Casais contam experiências de união estável e afirmam que casamento civil é uma evolução natural para a relação

Foto: Lareised Leneseur/Unsplash
A União Estável garante alguns direitos ao casal, mas fica em desvantagem em comparação ao casamento civil, entenda

O Supremo Tribunal Federal (STJ) reconheceu no dia 5 de maio de 2011 os relacionamentos homoafetivos como entidade familiar e concedeu o direito à união estável às pessoas do mesmo sexo, assim como todos os seus direitos reconhecidos por lei.

A união estável é caracterizada por uma relação afetiva entre duas pessoas, de convivência pública, contínua e duradoura, não existindo um prazo mínimo de duração determinado para que a união de um casal possa ser considerada estável, tampouco há a necessidade de que o casal viva junto na mesma casa ou mantenha qualquer documento de registro oficial (com algumas exceções).

Embora as características sejam semelhantes a de um “namoro comum”, a união estável é um instituto previsto na Legislação Brasileira, tendo como objetivo imediato constituir família e acarretam em diversos direitos e deveres perante à justiça.

Ao iG Queer , as advogadas Bianca Lemos e Débora Ghelman, especialistas em Direito de Família, esclarecem que a união estável é uma das formas de família previstas na Constituição Federal, possuindo consequências jurídicas patrimoniais e extrapatrimoniais.

Enquanto esse tipo de união requer que diversos requisitos mínimos sejam atendidos – convivência pública, contínua e duradoura -, o namoro comum não os possui, e não traz os mesmos direitos e deveres.

“A principal diferença do namoro para a união estável é que, no primeiro, o objetivo de constituir família é futuro ao passo que no segundo é imediato.
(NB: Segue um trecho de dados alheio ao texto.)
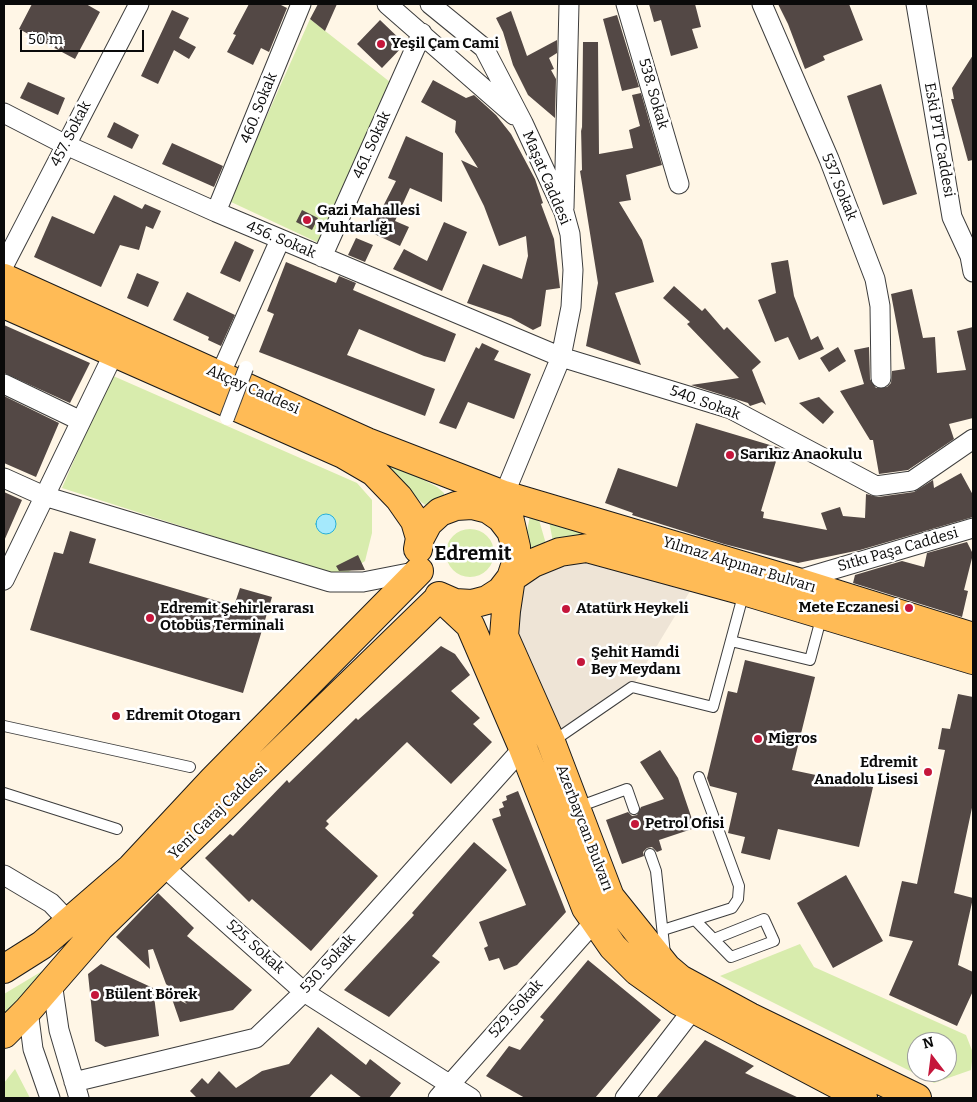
<!DOCTYPE html>
<html>
<head>
<meta charset="utf-8">
<style>
	body { margin:0 }
	#map { position:relative; width:977px; height:1102px; overflow:hidden; background:#fff6e6; font-family:Bitter,serif }
	canvas { display:block }
	.frame { position:absolute; inset:0; border:5px solid #0a0a0a; pointer-events:none }
	.north { position:absolute; left:907px; top:1032px; width:50px; height:50px; box-sizing:border-box; background:#fff; border:1px solid #9d9d9d; border-radius:50%; rotate:345deg; font-size:14px; font-weight:700; line-height:20px; text-align:center; color:#0a0a0a }
	.north::after { content:''; display:block; margin:auto; width:18px; height:22px; background:#c5163b; clip-path:polygon(50% 0,100% 100%,50% 72%,0 100%) }
	.scale { position:absolute; left:20px; top:30px; width:124px; height:22px; box-sizing:border-box; border:2px solid #0a0a0a; border-top:0; padding-left:6px; font-size:15px; line-height:18px; white-space:nowrap; color:#0a0a0a; -webkit-text-stroke:4px #fff; paint-order:stroke }
</style>
</head>
<body>
<div id="map">
<canvas width="977" height="1102"></canvas>
<div class="frame"></div>
<div class="north">N</div>
<div class="scale">50 m</div>
</div>
<script>
const g = document.querySelector('canvas').getContext('2d');
g.lineJoin = 'round';
function fillPath(path, color) { g.fillStyle = color; g.fill(path, 'evenodd'); }
const toPath = rows => new Path2D(rows.map(r => 'M' + r).join(''));
function trace(path, color, width, dash) { g.strokeStyle = color; g.lineWidth = width; g.lineCap = dash ? 'butt' : 'round'; g.setLineDash(dash || []); g.stroke(path); }
function drawText(font, color, halo, rows, align = 'center') {
  g.font = font + ' Bitter,serif'; g.lineWidth = 5; g.setLineDash([]); g.textBaseline = 'middle'; g.strokeStyle = halo; g.fillStyle = color; for (const [text, x, y, turn = 0] of rows) {
    g.save(); g.translate(x, y); g.rotate((+turn || 0) * Math.PI / 180); g.textAlign = isNaN(turn) ? turn : align; if (halo) g.strokeText(text, 0, 0); g.fillText(text, 0, 0); g.restore();
  }
}
const green = toPath([
	[310,19,390,82,321,244,229,201],
	[129,344,388,461,437,487,444,493,444,501,430,508,421,502,391,471],
	[111,375,357,483,372,500,372,533,365,561,341,577,62,488],
	[530,516,539,520,546,544,532,548,526,546,526,536],
	[549,521,643,546,553,542],
	'446 553a24 24 0 1 1 48 0a24 24 0 1 1-48 0Z',
	[800,944,814,967,966,1035,973,1053,971,1070,934,1083,720,976],
	[917,1042,947,1042,947,1072,917,1072],
	[44,970,4,1020,4,994],
	[15,1069,30,1098,4,1098,4,1083]
]);
const plaza = toPath([
	[560,552,698,578,632,687,551,742,506,611,511,578]
]);
const water = toPath([
	'316 524a10 10 0 1 1 20 0a10 10 0 1 1-20 0Z'
]);
const building = toPath([
	[32,4,86,4,100,12,75,59,19,29],
	[249,4,279,4,287,8,269,52,261,48,253,65,227,52,236,35,233,34],
	[318,4,337,4,325,31,310,19],
	[649,4,695,4,701,27,692,29,698,48,671,56,661,20,654,22],
	[778,4,849,4,863,40,823,56,825,60,805,69,788,24],
	[172,10,189,18,179,38,196,47,189,59,174,50,158,84,141,76],
	[511,11,527,56,557,40,557,53,549,58,554,69,551,70,556,79,555,118,528,95,513,65,503,32,496,18],
	[617,15,639,87,622,91,603,19],
	[380,20,405,44,382,68,357,44],
	[583,42,598,42,599,154,633,148,629,130,640,126,632,95,641,93,662,165,626,175,631,200,619,202,642,240,654,282,615,293,641,365,586,346,598,283,580,171,582,170,581,127,582,131],
	[973,55,973,160,968,161,951,99,954,99,952,88],
	[433,80,466,98,474,95,496,115,511,134,535,179,543,203,541,204,554,239,560,288,546,290,541,326,533,330,511,318,467,303,483,264,522,279,528,256,526,236,499,246,484,206,461,160,478,168,455,132,456,121,421,102],
	[28,82,65,98,58,115,20,98],
	[881,84,917,194,883,205,847,96],
	[114,122,139,135,132,149,107,137],
	[406,136,443,153,442,202,410,188,395,221,409,227,400,246,370,232,396,181,388,178],
	[172,143,223,166,214,187,162,164],
	[114,195,142,209,145,204,161,211,153,229,146,226,139,250,120,245,101,287,34,257,52,216,94,234],
	[302,210,318,218,312,230,296,222],
	[444,222,467,232,442,291,393,269,404,249,427,261],
	[356,238,373,245,365,262,348,255],
	[235,241,254,250,240,282,220,273],
	[788,260,794,296,811,340,818,336,824,349,799,360,788,337,775,342,758,300,776,293,771,263],
	[286,262,336,283,339,276,356,283,353,290,456,334,445,362,424,356,359,329,347,355,435,389,425,416,259,352,274,314,267,311],
	[137,273,159,282,148,307,127,298],
	[674,286,702,311,705,308,724,330,727,327,761,362,752,370,766,405,762,402,750,406,748,403,691,385,739,378,687,324,690,322,663,298],
	[912,289,923,338,935,337,937,373,966,370,957,331,973,327,973,418,949,424,954,439,908,470,879,474,873,440,870,440,840,391,864,384,854,350,869,347,870,379,876,388,887,387,891,383,892,371,905,369,891,294],
	[187,292,235,315,221,346,208,340,209,337,173,320],
	[4,325,90,363,70,403,4,373],
	[482,343,499,351,494,360,531,374,514,419,468,402,456,429,439,423,476,347,479,349],
	[838,347,846,361,829,372,820,358],
	[4,396,59,423,36,477,4,463],
	[819,397,834,412,823,424,799,403],
	[696,423,780,448,761,511,764,512,763,518,827,530,821,513,840,507,843,516,865,518,866,494,878,497,914,492,933,480,934,488,961,473,973,495,973,517,860,550,798,563,724,544,632,515,633,513,605,503,618,468,677,487],
	[4,492,22,500,4,541],
	[70,531,96,539,89,563,234,606,240,588,272,597,243,693,30,630,54,552,63,554],
	[967,542,973,554,964,590,968,591,962,617,853,583,855,575,902,561,924,567,927,553],
	[358,555,365,570,339,571,336,566],
	[441,646,455,654,470,675,451,691,480,718,473,724,492,742,451,784,407,742,326,821,329,824,325,828,378,876,311,951,252,899,249,902,205,858,230,834,233,836,287,780,289,783,356,718,358,720],
	[745,660,815,677,792,770,873,787,859,847,778,829,770,860,741,853,745,837,728,833,737,793,710,786,707,778,728,691,737,693],
	[958,694,973,697,973,803,954,893,973,898,958,965,973,972,973,991,957,1026,889,995,913,941,889,936,902,881,917,884,945,750,938,749,942,728,950,729],
	[660,750,678,778,695,828,659,840,662,850,657,852,652,847,647,848,643,852,644,856,622,864,606,820,628,812,632,816,637,815,641,807,664,799,640,762],
	[518,791,566,912,517,965,504,970,499,958,489,961,484,948,488,946,479,922,526,905,492,819,501,816,499,809,504,807,502,802,507,800,506,796],
	[474,842,507,870,432,956,440,962,389,1017,344,990,414,915,412,913],
	[846,875,883,941,833,968,797,903],
	[158,893,194,928,187,936,252,990,233,1010,180,1022,171,996,187,1004,166,984,153,949,148,950,150,969,116,937],
	[588,960,661,1020,595,1098,525,1098,486,1076,509,1046,520,1050,544,1020,540,1017],
	[101,964,153,988,159,1036,105,1047,95,1041,88,974],
	[318,1027,366,1065,370,1059,401,1083,389,1098,362,1098,331,1074,309,1098,194,1098,196,1097,190,1091,202,1078,208,1084,219,1071,236,1088,262,1071,289,1064],
	[705,1040,754,1066,745,1073,799,1098,656,1098]
]);
const service = toPath([
	[731,641,810,660,822,615],
	[4,726,190,767],
	[552,742,632,687,713,707,744,592],
	[4,793,117,829],
	[578,807,627,789,634,809],
	[650,854,656,871,665,954],
	[695,920,731,957,774,941,764,919,714,939],
	[663,930,732,908,738,899,739,886,699,777]
]);
const minor = toPath([
	[387,4,514,115],
	[430,4,484,48,523,123,564,212,570,234,573,270,571,307,561,357,504,495],
	[626,4,679,184],
	[762,4,829,159,875,279,880,306,881,378],
	[916,4,952,217,970,256,973,272],
	[4,113,66,145,216,212,561,357,731,409,876,486,912,481,973,439],
	[564,208,569,4],
	[216,212,301,4],
	[322,257,422,33],
	[4,265,139,4],
	[220,375,280,240],
	[4,384,81,421],
	[4,478,44,496,330,582,363,582,419,571],
	[4,580,114,353],
	[794,581,973,528],
	[155,859,304,992,471,1098],
	[4,875,51,903,69,922],
	[52,982,59,1030,79,1098],
	[28,1010,33,1049,50,1098],
	[74,1082,256,1038,304,992,523,748],
	[438,1098,595,921],
	[625,1098,694,1008]
]);
const primary = toPath([
	[4,278,367,442,504,495,794,581,973,637],
	[4,304,343,454,374,472,399,498,415,521,420,538],
	[418,549,420,538,428,523,440,512,456,506,472,505,488,509,501,518,511,531,516,547],
	[439,596,455,603,472,604,487,600,501,591,511,578,516,563,516,547,504,495],
	[4,969,42,945,131,868,214,779,419,571],
	[4,1034,28,1010,100,927,440,597,470,625,523,748,586,908,613,947,637,971,679,1001,863,1098],
	[917,1098,750,1017,680,979,667,968,610,897,551,742,504,636,506,611,511,578,533,563,560,552,587,548,744,591,973,660]
]);
const pedestrianBridge = toPath([
	[227,418,246,368]
]);
const markers = [
	[381,44,5,"#c5163b"],
	[307,220,5,"#c5163b"],
	[730,455,5,"#c5163b"],
	[909,608,5,"#c5163b"],
	[566,609,5,"#c5163b"],
	[150,618,5,"#c5163b"],
	[581,662,5,"#c5163b"],
	[116,716,5,"#c5163b"],
	[758,739,5,"#c5163b"],
	[928,772,5,"#c5163b"],
	[635,824,5,"#c5163b"],
	[95,995,5,"#c5163b"]
];
const poiNames = [
	["Yeşil Çam Cami",391,44],
	["Gazi Mahallesi",317,211],
	["Muhtarlığı",317,228],
	["Sarıkız Anaokulu",740,455],
	["Mete Eczanesi",899,608,"right"],
	["Edremit Şehirlerarası",160,609],
	["Otobüs Terminali",160,626],
	["Atatürk Heykeli",576,609],
	["Şehit Hamdi",591,653],
	["Bey Meydanı",591,670],
	["Edremit Otogarı",126,716],
	["Migros",768,739],
	["Edremit",918,763,"right"],
	["Anadolu Lisesi",918,780,"right"],
	["Petrol Ofisi",645,824],
	["Bülent Börek",105,995]
];
const streetNames = [
	["538. Sokak",653,94,74],
	["460. Sokak",259,108,-68],
	["457. Sokak",71,134,-63],
	["Eski PTT Caddesi",939,140,80],
	["461. Sokak",372,145,-66],
	["Maşat Caddesi",546,178,67],
	["537. Sokak",839,187,68],
	["456. Sokak",281,240,23],
	["Akçay Caddesi",253,390,24],
	["540. Sokak",705,403,20],
	["Sıtkı Paşa Caddesi",898,550,-16],
	["Yılmaz Akpınar Bulvarı",739,565,17],
	["Yeni Garaj Caddesi",218,812,-44],
	["Azerbaycan Bulvarı",584,828,69],
	["525. Sokak",255,947,42],
	["530. Sokak",328,964,-48],
	["529. Sokak",516,1009,-48]
];
const districtNames = [
	["Edremit",473,554]
];
fillPath(green, '#d8ecad');
fillPath(plaza, '#eee4d6');
fillPath(water, '#a5e9fc');
trace(water, '#26afda', 1);
fillPath(building, '#534845');
trace(service, '#3d3d3d', 12);
trace(minor, '#3d3d3d', 21);
trace(primary, '#1b1b1b', 30);
trace(service, '#fff', 10);
trace(minor, '#fff', 19);
trace(primary, '#ffbb56', 28);
trace(pedestrianBridge, '#3d3d3d', 16, []);
trace(pedestrianBridge, '#fff', 14);
for (const [x, y, r, color] of markers) { const dot = new Path2D(); dot.arc(x, y, r, 0, 2 * Math.PI); g.fillStyle = color; g.fill(dot); trace(dot, '#fff', 2); }
drawText('bold 15px', '#0a0a0a', '#fff', poiNames, 'left');
drawText('15px', '#0a0a0a', '#fff', streetNames);
drawText('bold 20px', '#0a0a0a', '#fff', districtNames);
</script>
</body>
</html>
E o namoro não possui nenhum efeito jurídico quando do seu término”, analisam as advogadas.

Como a união estável é configurada?

“A união estável é uma situação de fato e isso significa que, por mais que não haja documentos físicos de um matrimônio, não quer dizer que aquela união não exista, já que há diversas formas de prová-la”, afirmam as advogadas.

Muitos casais brasileiros se mantêm em união estável, mesmo que esta não tenha sido formalizada perante o Cartório de Notas, ou seja, são informais. “A maioria das uniões estáveis no Brasil são informais”, dizem as advogadas.

Bianca e Débora explicam que, para que a união seja formalizada oficialmente (por meio de escritura pública ou instrumento particular), e uma das partes não esteja em acordo, a outra parte poderá entrar com uma ação judicial de reconhecimento de união estável perante juízo de família.

O biomédico Clark Anderson está junto do companheiro, David Ramos, há 16 anos e eles vivem uma relação de união estável desde 2011. Para ele, era o "registro civil mais apropriado que havia na época" e, para fins legais, cabia no que eles buscavam como um casal.

Clark afirma que pretendem realizar a conversão da união para o casamento civil, mas “adiamos um pouco devido a problemas pessoais”, explica ao iG Queer.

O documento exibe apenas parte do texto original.